An alternative approach is to use prototype members. These are unprivleged public members. Since Javascript is not entirely type-safe and is relatively easy to modify after it's loaded, type safety and member visibility aren't as reliable for controlling access to type internals. For performance reasons, some frameworks like ASP.NET Ajax instead using member naming to infer visibility rules. For example, the same type in ASP.NET Ajax might look like:

function FooClass2()
{
    this._privateVar = 1;
    this.publicVar = 2;
}
FooClass2.prototype = 
{
    _privateFn : function() 
    { 
        return this._privateVar; 
    },
    publicFn : function() 
    {
        return this._privateFn(); 
    }
}
FooClass2.registerClass("FooClass2");

In this case the private scoped members are private in name only, the "_" prefix is considered to mean a private member variable. It has the downside of preventing the member from being truly private, but the upside of allowing in-memory patching of the object. The other main benefit is that all functions are created once by the interpreter and engine and reused over and over for the type. The "this" keyword then refers to the instance of the type even though the function reference itself is the same.

One way to see the difference in action is to try this with both types (if you don't have ASP.NET Ajax, you can ignore the last line in FooClass2 that calls registerClass())

var fooA = new FooClass(), fooB = new FooClass();
alert(fooA.publicFn===fooB.publicFn); // false

var foo2A = new FooClass2(), foo2B = new FooClass2();
alert(foo2A.publicFn===foo2B.publicFn); // true

So its a matter of type safety and member visibility vs. performance and the ability to patch in memory

What you're doing in your example isn't the "class" pattern people think of in JS -- typically people are thinking of the more "normal" class model of Java/C#/C++/etc which can be faked with libraries.

Instead your example is actually fairly normal and good JS design, but for completeness i'll discuss behaviour differences you'll see between the private and public "members" you have

var private = "a private variable";
this.public = "a public variable";

Accessing private from within any of your functions will be quite a lot faster than accessing public because the location of private can be determined reasonably well just with a static lookup by the JS engine. Attempts to access public require a lookup, most modern JS engines perform a degree of lookup caching, but it is still more expensive than a simple scoped var access.

var privatefn = function() { ... };
this.publicfn = function() { ... };

The same lookup rules apply to these functions as with the above variable accesses, the only real difference (in your example) is that if your functions are called, say privatefn() vs this.publicfn(), privatefn will always get the global object for this. But also if someone does

f = foo.publicfn;
f();

Then the call to f will have the global object as this but it will be able to modify the private variable.

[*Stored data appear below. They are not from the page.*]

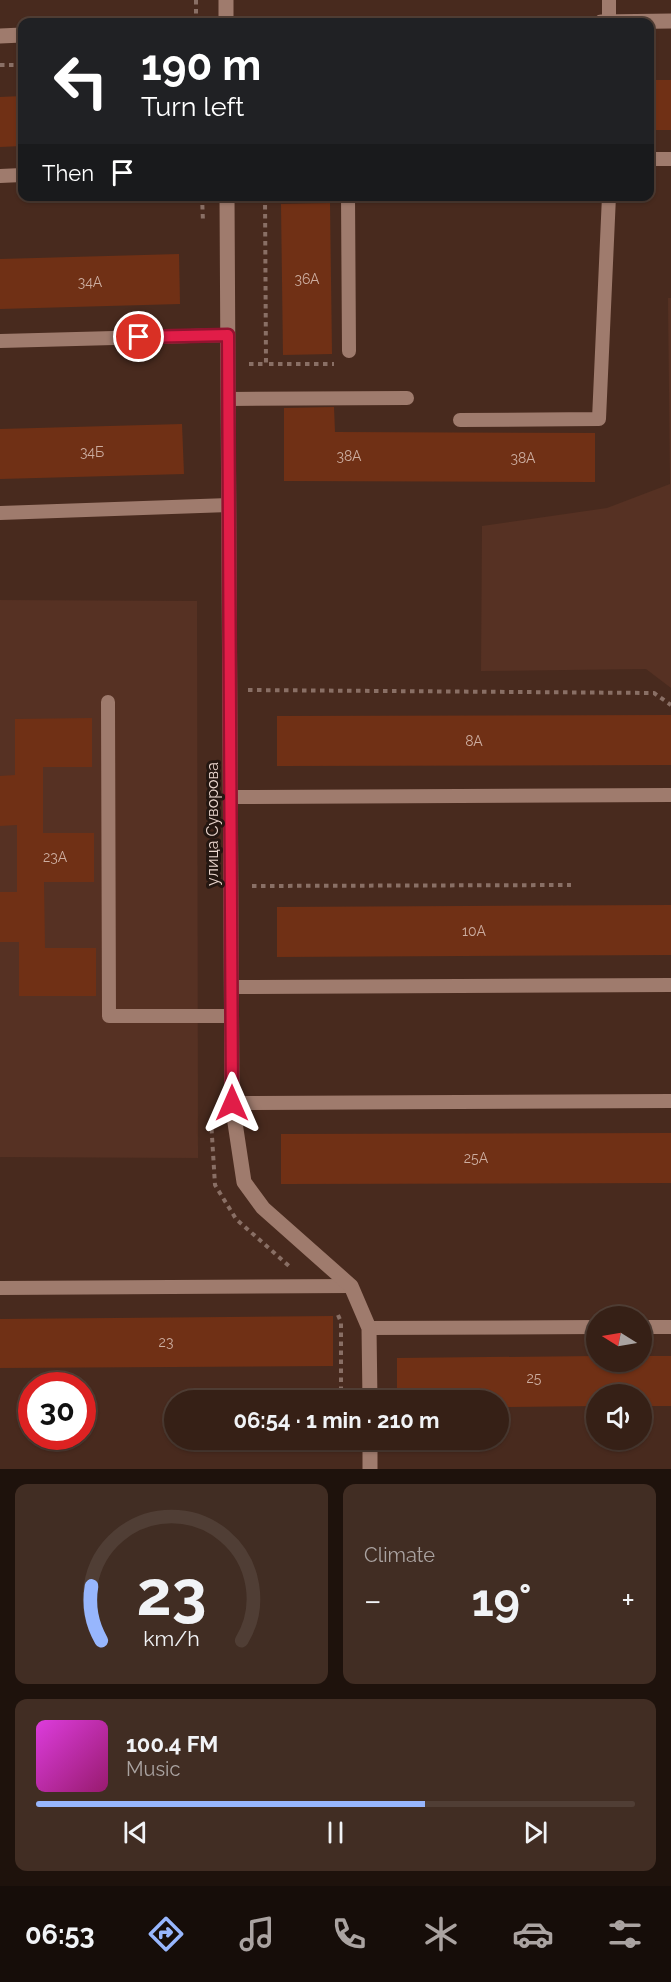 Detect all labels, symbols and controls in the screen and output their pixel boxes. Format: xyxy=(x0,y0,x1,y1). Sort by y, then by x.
text: 190 m xyxy=(141,41,261,90)
icon: left xyxy=(42,42,120,120)
text: Turn left xyxy=(141,91,244,122)
icon: arrive xyxy=(106,156,139,189)
text: Then xyxy=(42,160,94,186)
house number: 36А xyxy=(294,271,320,287)
house number: 34А xyxy=(78,274,103,290)
pin xyxy=(113,311,164,362)
icon: arrive xyxy=(122,320,155,353)
house number: 34Б xyxy=(80,444,104,460)
house number: 38А xyxy=(336,448,362,464)
house number: 38А xyxy=(510,450,536,466)
house number: 8А xyxy=(465,733,483,749)
street label: улица Суворова xyxy=(203,762,222,886)
house number: 23А xyxy=(43,849,68,865)
house number: 10А xyxy=(462,923,486,939)
position arrow xyxy=(200,1071,264,1135)
house number: 25А xyxy=(464,1150,489,1166)
north arrow xyxy=(586,1306,652,1372)
map controls xyxy=(586,1306,652,1450)
house number: 23 xyxy=(159,1334,173,1350)
house number: 25 xyxy=(527,1370,542,1386)
speed limit sign: 30 xyxy=(18,1372,96,1450)
button: sound xyxy=(586,1384,652,1450)
text: 06:54 · 1 min · 210 m xyxy=(233,1407,440,1433)
text: Climate xyxy=(364,1543,435,1567)
text: 23 xyxy=(136,1556,207,1630)
text: 19° xyxy=(471,1574,532,1627)
text: − xyxy=(364,1581,382,1620)
text: + xyxy=(621,1581,635,1620)
text: km/h xyxy=(143,1626,200,1651)
text: 100.4 FM xyxy=(126,1731,218,1757)
text: Music xyxy=(126,1757,180,1781)
icon: previous xyxy=(119,1816,152,1849)
icon: pause xyxy=(319,1816,352,1849)
icon: next xyxy=(519,1816,552,1849)
icon: directions xyxy=(145,1913,187,1955)
icon: music xyxy=(236,1913,278,1955)
icon: phone xyxy=(328,1913,370,1955)
icon: climate xyxy=(420,1913,462,1955)
icon: car xyxy=(512,1913,554,1955)
icon: filters xyxy=(604,1913,646,1955)
text: 06:53 xyxy=(25,1919,95,1950) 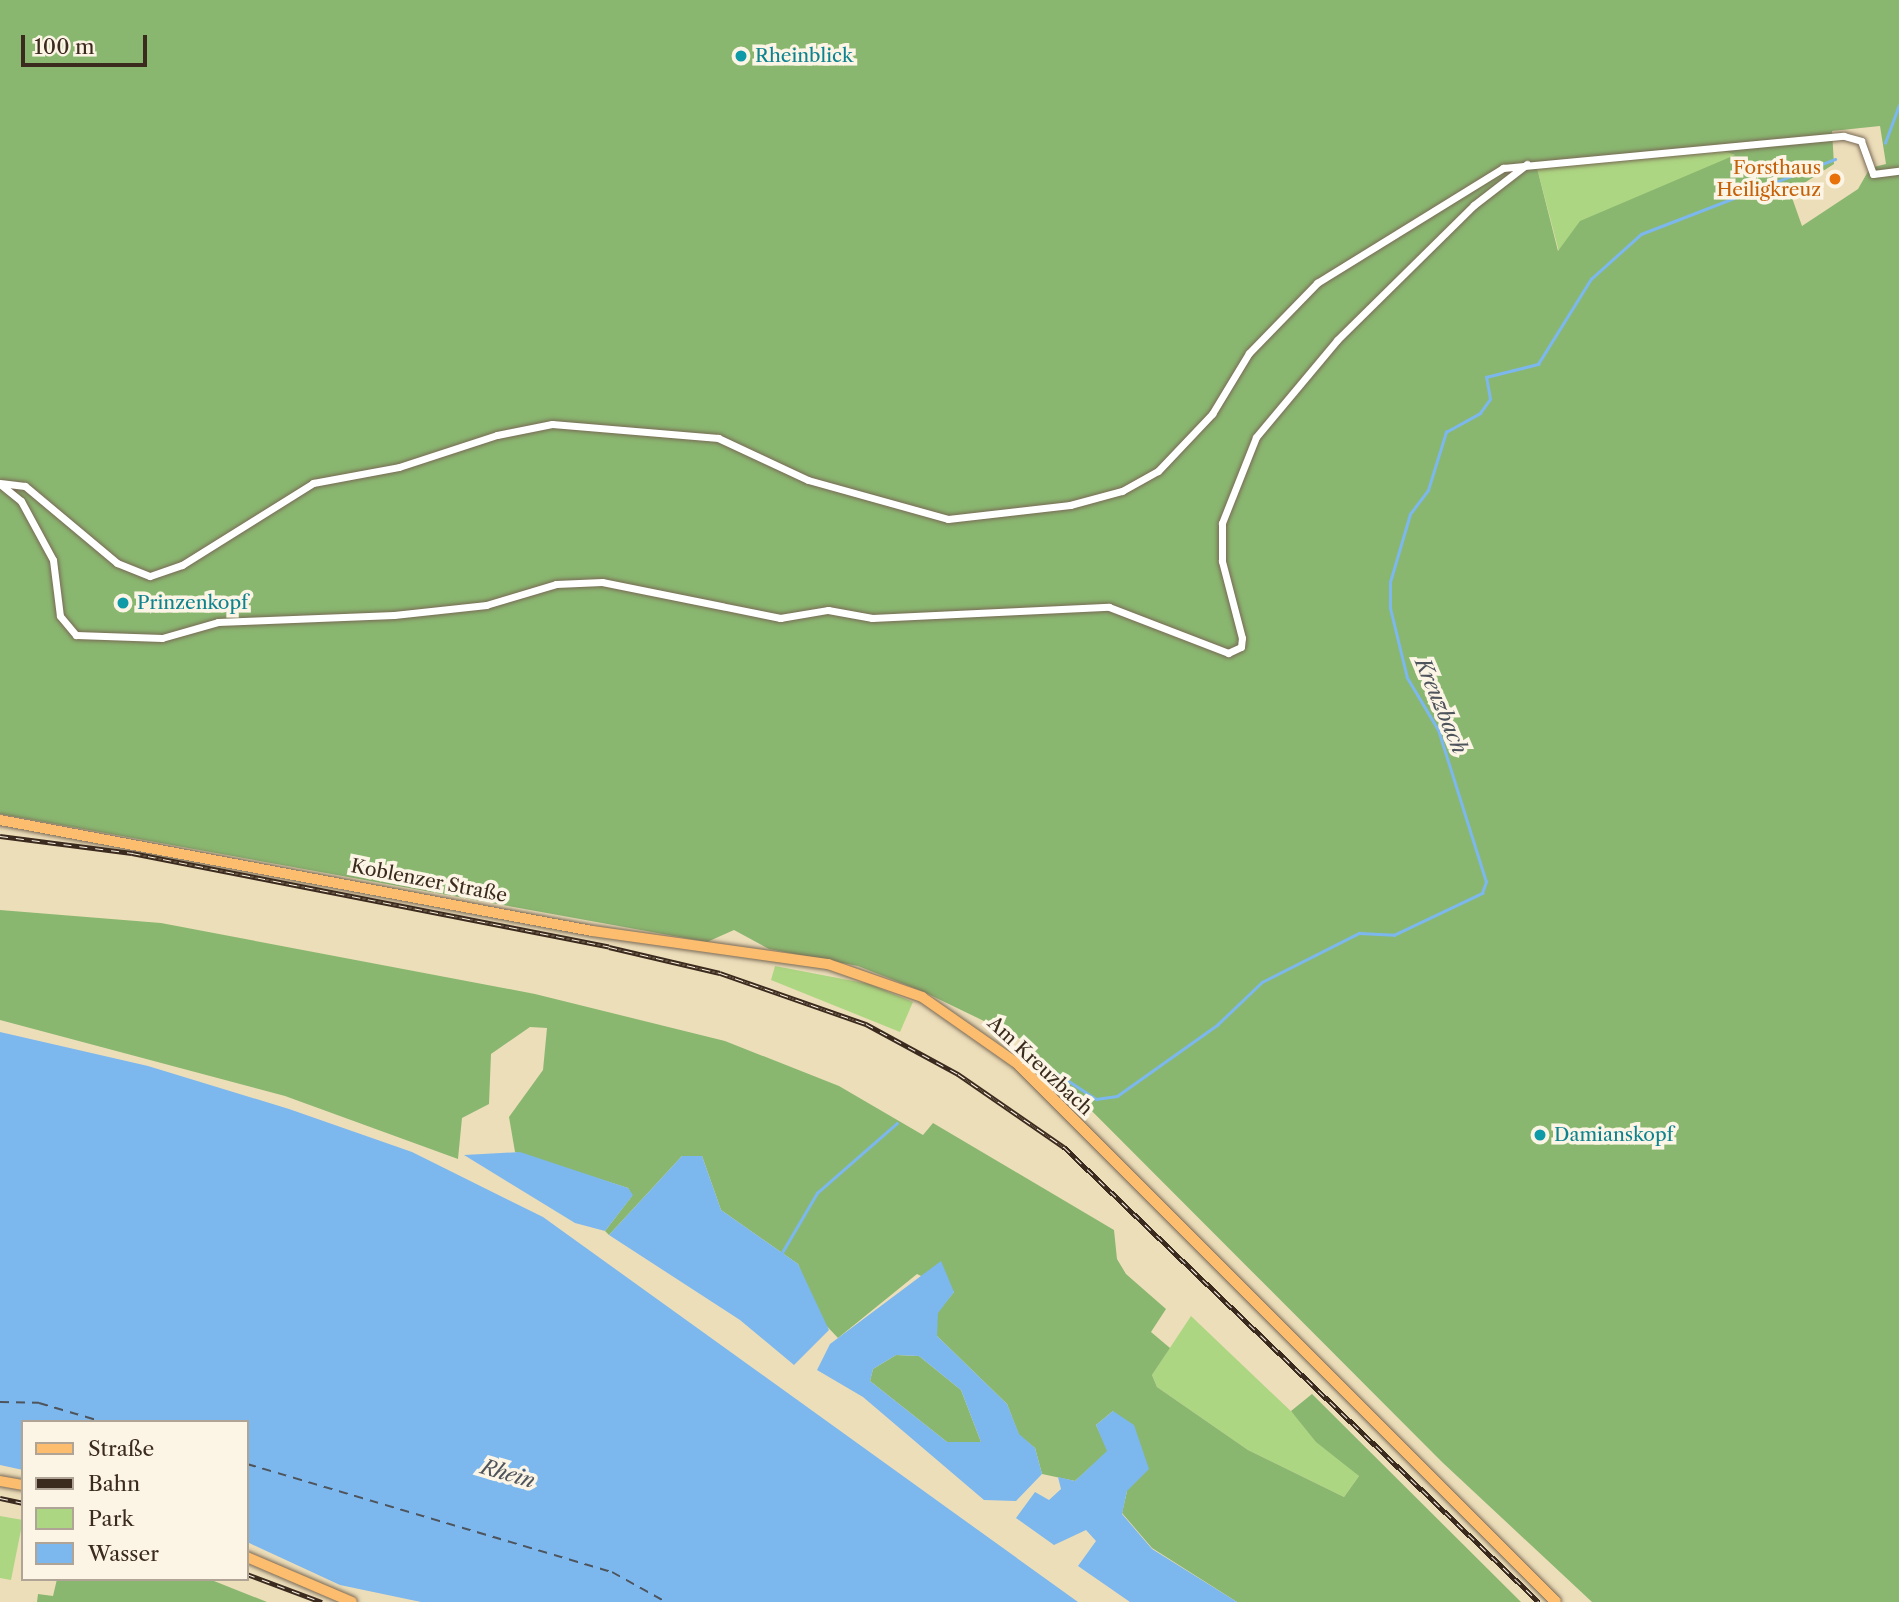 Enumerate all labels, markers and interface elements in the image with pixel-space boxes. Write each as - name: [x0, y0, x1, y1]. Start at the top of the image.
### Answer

The more normal way to do public functions however (which resolves the detached public function modifying private members issue) is to put public functions on the prototype, eg.

Foo.prototype.publicfn = function() { ... }

Which forces public functions to not modify private information -- there are some times where this isn't an option, but it's good practice as it also reduces memory use slightly, take:

function Foo1() {
    this.f = function(){ return "foo" };
}

vs

function Foo2() {
}
Foo2.prototype.f = function(){ return "foo" };

In Foo1 you have a copy of the function object for every instance of Foo1 (not all the emory, just the object, eg. new Foo1().f !== new Foo2().f) whereas in Foo2 there is only a single function object.

The main downside is that you'll wind up with a copy of publicfn for each instance of FooClass. If you'll be creating a lot of FooClass objects, it would be more efficient to write

FooClass.prototype.publicfn = function() { ... };

That's good so far, but there's another access level you've left out.

this.publicfn is really a priveleged method as it has access to private members and functions.

To add methods which are public but not priveleged, modify the prototype as follows:

FooClass.prototype.reallypublicfn = function () { ... };

note that this method does not have access to private members of FooClass but it is accessible through any instance of FooClass.

Another way of accomplishing this is returning these methods from the constructor

var FooClass = function()
{
  var private = "a private variable";
  this.public = "a public variable";

  var privatefn = function() { ... };
  this.publicfn = function() { ... };

  return {
    reallypublicfn: function () { ...}
  }
};

var foo = new FooClass();
foo.public = "bar";
foo.publicfn();

Basically, these methods of data hiding help you adhere to traditional OOP techniques. Generally speaking, improving data-hiding and encapsulation in your classes is a good thing. Ensuring low coupling makes it much easier to change things down the road, so publicly exposing as little as possible is really to your benefit.

See https://developer.mozilla.org/en/Introduction_to_Object-Oriented_JavaScript for a simple overview and http://www.crockford.com/javascript/private.html for details on how to accomplish these things.